Can the inveterate dealmaker in the White House pull another rabbit out of his hat?
President Donald Trump will meet with Russia’s Vladimir Putin today in Alaska. And after scoring so many victories over the seven months since his inauguration, this could be the biggest foreign policy risk of his second presidency since the bombing of Iran. As Trump sits down to talk turkey with the Russian president, the odds against forging a deal between Putin and Ukrainian President Volodymyr Zelensky appear overwhelming. But then, that has been the case with the five ceasefires and peace deals the president has already forged.
Neither side appears to have budged. Putin and Zelensky have both publicly issued non-negotiable territorial demands that are entirely unacceptable to the other side. And that is on top of security guarantees demanded by both. Putin has been adamant about maintaining control of the areas in Ukraine he has taken over and annexed. Zelensky says he will not cede an inch of Ukrainian territory. So what is the basis for a deal to end the three-year-old war? Where does this process go with both sides so dug in?
Moral Equivalence?
Trump and his envoy, Steve Witkoff, have been working diligently to end the fighting that has cost the lives of more than one million soldiers and citizens and bring about a lasting and workable peace. This involves the need to avoid expressing moral judgment about Putin’s shocking brutalization of a country that did nothing to provoke the Russian invasion. And while Trump has recently expressed frustration with Putin’s continued attacks on soft Ukrainian targets, which many rightly consider war crimes, he has refused to issue a blanket condemnation of the unspeakably cruel Russian offensive, citing the need to be a neutral arbiter in his quest to broker a sustainable ceasefire and peace deal.

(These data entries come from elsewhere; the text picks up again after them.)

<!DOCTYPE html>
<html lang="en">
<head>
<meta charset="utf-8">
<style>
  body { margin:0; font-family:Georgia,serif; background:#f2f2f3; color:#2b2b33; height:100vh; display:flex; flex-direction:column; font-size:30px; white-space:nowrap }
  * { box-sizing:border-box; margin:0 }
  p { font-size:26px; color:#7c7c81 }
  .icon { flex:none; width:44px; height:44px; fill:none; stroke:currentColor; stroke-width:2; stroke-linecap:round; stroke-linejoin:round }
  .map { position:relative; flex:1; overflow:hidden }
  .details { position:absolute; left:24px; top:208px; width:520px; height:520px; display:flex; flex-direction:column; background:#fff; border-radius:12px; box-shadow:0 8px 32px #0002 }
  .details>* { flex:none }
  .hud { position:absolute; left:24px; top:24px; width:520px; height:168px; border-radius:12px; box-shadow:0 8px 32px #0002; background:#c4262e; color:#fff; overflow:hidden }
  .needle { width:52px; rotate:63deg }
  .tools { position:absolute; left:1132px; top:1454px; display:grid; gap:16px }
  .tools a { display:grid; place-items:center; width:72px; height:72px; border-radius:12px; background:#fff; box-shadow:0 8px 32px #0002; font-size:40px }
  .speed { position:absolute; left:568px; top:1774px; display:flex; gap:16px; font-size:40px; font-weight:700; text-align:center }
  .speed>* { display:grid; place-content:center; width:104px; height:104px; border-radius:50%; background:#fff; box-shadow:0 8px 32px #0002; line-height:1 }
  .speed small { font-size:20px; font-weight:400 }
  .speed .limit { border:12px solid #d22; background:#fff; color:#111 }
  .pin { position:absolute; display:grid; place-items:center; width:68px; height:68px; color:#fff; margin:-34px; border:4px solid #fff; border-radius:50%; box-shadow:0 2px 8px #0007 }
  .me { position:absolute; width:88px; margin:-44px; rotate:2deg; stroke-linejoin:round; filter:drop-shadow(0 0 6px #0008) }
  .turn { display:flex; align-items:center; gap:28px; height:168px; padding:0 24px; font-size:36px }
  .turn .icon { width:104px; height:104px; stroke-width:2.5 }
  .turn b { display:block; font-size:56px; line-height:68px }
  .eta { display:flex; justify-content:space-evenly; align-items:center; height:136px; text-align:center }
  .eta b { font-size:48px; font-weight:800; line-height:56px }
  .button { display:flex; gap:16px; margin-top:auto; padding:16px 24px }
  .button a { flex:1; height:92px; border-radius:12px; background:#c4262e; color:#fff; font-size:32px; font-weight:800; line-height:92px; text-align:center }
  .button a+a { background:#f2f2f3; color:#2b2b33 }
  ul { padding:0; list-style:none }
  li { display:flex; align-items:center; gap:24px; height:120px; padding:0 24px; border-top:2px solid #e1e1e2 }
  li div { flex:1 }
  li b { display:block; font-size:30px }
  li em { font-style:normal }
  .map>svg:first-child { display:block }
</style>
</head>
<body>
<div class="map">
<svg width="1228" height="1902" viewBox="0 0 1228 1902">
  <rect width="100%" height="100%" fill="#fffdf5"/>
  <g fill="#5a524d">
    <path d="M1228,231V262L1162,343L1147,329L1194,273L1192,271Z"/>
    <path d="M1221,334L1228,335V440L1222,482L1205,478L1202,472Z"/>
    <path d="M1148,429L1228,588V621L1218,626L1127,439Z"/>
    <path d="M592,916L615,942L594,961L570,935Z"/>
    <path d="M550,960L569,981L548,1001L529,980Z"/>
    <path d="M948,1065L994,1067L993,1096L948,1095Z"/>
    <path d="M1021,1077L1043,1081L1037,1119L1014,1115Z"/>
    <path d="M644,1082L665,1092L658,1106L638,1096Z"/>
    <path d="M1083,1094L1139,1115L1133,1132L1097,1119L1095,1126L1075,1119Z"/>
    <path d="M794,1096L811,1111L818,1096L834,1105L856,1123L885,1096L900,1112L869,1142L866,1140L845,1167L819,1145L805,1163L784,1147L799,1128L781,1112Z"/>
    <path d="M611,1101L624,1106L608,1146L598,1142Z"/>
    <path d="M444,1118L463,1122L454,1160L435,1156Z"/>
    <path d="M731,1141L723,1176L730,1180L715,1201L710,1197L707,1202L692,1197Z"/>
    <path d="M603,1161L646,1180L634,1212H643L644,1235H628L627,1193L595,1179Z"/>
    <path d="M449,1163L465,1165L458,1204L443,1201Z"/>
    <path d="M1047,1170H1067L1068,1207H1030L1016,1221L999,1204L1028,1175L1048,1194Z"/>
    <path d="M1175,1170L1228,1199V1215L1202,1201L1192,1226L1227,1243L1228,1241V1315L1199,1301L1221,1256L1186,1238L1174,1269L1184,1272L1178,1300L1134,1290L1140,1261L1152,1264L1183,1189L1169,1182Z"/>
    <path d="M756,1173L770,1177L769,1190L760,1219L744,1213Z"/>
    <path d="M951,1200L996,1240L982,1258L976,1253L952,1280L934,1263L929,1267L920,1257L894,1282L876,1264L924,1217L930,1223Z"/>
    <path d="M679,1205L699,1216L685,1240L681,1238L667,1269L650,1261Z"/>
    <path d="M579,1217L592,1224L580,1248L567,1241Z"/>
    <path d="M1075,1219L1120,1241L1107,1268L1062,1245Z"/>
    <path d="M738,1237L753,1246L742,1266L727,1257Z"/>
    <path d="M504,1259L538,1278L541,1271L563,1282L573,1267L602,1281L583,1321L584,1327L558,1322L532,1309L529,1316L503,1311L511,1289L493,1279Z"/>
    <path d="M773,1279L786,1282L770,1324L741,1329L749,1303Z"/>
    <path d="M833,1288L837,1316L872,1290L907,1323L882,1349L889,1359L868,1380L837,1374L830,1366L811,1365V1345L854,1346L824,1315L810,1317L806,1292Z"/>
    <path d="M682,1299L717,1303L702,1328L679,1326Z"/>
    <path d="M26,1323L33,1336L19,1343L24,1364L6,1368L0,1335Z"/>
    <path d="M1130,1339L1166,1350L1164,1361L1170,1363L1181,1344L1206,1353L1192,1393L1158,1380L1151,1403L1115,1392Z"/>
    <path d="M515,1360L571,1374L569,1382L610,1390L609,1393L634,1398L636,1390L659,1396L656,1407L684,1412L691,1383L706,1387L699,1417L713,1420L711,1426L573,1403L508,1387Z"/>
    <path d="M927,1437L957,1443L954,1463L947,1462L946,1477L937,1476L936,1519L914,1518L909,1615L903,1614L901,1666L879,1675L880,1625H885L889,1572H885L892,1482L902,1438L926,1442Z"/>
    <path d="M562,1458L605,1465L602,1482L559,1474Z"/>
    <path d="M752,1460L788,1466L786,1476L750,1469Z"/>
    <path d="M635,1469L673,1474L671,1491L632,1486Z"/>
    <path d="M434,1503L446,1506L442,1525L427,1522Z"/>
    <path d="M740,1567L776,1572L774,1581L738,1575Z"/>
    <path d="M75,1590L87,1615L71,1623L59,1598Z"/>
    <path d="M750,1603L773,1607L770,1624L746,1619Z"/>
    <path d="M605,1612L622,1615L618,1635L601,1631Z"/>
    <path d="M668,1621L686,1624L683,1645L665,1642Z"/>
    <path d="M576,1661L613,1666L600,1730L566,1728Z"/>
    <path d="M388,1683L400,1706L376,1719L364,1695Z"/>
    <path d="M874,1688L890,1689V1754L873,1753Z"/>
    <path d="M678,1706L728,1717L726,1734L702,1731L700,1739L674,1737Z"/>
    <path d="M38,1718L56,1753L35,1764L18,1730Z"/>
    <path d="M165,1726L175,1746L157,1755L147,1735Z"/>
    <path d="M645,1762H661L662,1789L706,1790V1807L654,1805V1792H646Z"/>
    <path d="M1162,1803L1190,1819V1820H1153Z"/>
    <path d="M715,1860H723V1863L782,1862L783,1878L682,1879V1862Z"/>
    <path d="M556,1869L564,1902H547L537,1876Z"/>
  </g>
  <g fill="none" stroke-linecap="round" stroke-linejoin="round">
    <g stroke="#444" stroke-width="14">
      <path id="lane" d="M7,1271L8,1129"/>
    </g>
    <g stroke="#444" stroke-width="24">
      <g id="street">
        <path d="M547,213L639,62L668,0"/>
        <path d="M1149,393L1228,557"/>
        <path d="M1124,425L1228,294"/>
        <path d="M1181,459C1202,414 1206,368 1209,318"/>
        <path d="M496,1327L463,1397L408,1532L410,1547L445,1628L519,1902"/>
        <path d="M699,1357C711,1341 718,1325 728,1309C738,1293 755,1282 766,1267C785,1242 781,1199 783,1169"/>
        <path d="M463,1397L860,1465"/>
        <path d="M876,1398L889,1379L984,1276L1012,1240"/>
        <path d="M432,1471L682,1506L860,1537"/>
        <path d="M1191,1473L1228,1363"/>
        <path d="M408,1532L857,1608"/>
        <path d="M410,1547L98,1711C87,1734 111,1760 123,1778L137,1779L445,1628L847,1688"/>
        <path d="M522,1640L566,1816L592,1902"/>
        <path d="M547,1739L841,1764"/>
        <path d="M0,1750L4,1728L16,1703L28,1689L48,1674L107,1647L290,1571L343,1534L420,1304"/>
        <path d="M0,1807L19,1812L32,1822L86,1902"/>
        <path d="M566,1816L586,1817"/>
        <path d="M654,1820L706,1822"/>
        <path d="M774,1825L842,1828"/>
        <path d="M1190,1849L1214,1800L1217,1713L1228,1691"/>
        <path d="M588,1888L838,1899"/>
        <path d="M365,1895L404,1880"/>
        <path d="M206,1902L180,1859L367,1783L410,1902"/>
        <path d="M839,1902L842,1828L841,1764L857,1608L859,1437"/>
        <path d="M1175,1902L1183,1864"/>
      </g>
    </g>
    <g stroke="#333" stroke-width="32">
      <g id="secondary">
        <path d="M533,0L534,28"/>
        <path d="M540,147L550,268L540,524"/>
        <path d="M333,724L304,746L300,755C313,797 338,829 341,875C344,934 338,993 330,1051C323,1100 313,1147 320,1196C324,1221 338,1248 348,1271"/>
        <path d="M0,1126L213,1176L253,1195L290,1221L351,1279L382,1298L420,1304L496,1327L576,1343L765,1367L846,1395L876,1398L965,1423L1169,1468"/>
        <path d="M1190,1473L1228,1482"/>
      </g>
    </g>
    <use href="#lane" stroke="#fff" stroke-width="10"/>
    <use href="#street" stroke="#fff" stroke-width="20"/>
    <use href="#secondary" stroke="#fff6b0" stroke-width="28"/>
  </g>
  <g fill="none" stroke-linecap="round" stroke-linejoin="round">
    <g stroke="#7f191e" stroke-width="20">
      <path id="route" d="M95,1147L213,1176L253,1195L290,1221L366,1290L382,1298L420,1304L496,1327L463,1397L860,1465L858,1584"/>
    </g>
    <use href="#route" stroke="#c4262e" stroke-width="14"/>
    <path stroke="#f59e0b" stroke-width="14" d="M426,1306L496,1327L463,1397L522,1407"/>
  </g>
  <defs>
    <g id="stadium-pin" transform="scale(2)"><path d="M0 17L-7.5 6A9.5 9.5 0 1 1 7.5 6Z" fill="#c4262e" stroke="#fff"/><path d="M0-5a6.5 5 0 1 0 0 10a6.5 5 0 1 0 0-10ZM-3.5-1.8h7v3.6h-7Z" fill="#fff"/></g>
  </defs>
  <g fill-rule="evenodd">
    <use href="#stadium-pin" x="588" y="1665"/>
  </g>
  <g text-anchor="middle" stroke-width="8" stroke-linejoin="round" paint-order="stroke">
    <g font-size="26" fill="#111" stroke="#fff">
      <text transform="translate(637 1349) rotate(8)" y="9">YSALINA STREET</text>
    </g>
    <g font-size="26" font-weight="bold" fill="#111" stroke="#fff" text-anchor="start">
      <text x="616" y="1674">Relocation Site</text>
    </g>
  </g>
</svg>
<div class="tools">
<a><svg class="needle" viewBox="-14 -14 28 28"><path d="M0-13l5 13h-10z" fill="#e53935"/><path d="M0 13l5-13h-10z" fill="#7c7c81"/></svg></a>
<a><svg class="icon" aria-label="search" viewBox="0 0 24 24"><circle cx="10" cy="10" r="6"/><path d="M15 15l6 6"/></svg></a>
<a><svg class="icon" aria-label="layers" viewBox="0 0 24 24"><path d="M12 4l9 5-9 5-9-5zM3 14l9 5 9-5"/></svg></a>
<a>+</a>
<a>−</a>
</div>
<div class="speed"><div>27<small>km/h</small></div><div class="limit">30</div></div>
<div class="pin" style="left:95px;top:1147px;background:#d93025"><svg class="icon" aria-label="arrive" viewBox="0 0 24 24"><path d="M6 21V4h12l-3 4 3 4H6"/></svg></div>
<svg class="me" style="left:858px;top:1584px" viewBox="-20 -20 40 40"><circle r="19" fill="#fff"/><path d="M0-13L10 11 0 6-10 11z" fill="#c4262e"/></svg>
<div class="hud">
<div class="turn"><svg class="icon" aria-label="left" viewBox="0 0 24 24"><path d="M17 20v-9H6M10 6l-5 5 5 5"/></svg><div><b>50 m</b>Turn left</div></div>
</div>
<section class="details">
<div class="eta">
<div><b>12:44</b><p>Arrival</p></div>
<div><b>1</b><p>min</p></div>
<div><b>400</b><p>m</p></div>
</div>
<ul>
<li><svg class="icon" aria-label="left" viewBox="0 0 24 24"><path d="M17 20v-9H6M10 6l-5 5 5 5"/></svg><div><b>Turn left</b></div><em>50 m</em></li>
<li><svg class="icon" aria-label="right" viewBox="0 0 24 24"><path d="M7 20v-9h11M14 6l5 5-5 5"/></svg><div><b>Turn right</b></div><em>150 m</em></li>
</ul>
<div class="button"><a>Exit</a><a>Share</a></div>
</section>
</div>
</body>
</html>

Russia has been holding the upper hand in recent fighting, particularly in eastern Ukraine, where it continues to control the industrially and economically crucial Donbas region along the border between the two countries. Does Putin thus believe he is operating from a position of sufficient strength to convince Trump, and later Zelensky, to offer up a more favorable deal than he might have previously expected?
Given Putin’s annexation of the Crimean Peninsula in 2014 and the full-scale invasion of his country in 2022, the Ukrainian president is equally stubborn about recovering control of Donbas. “For the Russians, Donbas is a springboard for a future new offensive. If we leave Donbas of our own accord or under pressure, we will start a third war. I am not going to surrender my country because I have no right to do so,” Zelensky said on Wednesday (August 13).
Security demands are another huge sticking point that could stall negotiations. Putin has said Ukraine must shrink its standing army, which seems a near-impossible demand already publicly rejected by Zelensky, and receive assurances that it will never be admitted into NATO, a far more realistic prospect since Trump appears to agree. Zelensky continues to push for NATO membership, which would guarantee protection from the alliance’s 32 member states, but that would inevitably drive Putin away from the negotiating table.
The Putin Economy Coming Apart
Is Putin coming to the table from a position of strength or weakness? This war of attrition has progressed at a snail’s pace, far from the swift and decisive victory Putin likely expected. Thus, on top of the deaths of hundreds of thousands of troops, the cost to the Russian economy has been enormous. It has forced Putin to transform his country into a warmaking machine to account for the massive and ongoing drain on military assets.
But it may be that Putin called for the meeting with Trump because of the pressure Trump has been applying in trade negotiations with countries, particularly India, which depend on Russian oil. With his home functioning virtually as a single-commodity state, Putin likely fears the loss of this crucial foreign oil income that stands to make or break his economy. Russia’s oil revenues have been dropping precipitously since the war started due to both economic sanctions and persistent Ukrainian drone strikes against Russian oil refineries.
Another live possibility is that Putin is merely attempting to buy time by agreeing to meet with Trump without actually being prepared to offer any concessions. But if that becomes evident to the American president, he will likely walk away. Trump famously prizes winning, and any indication that at least a ceasefire – like the ones Putin has repeatedly accepted, then violated – is not in the cards, expect him to stiffen the already severe economic sanctions on his Russian counterpart, call it a day, and let the warring parties figure it out for themselves.
A journey of a hundred miles begins with the first step. And today’s meeting is just that, an initial sit-down in which Trump and Putin will feel each other out. And while Trump said this week that he should know whether Putin is serious about a ceasefire in the first two minutes of their meeting, rest assured that actual peace will take time, perhaps a long time, even if Putin appears more flexible than expected. This 47th president has already forged multiple ceasefires or peace deals between bitter enemies – Israel and Iran, Israel and Hamas, India and Pakistan, Thailand and Cambodia, and most recently, Azerbaijan and Armenia. Can he pull another rabbit out of his hat?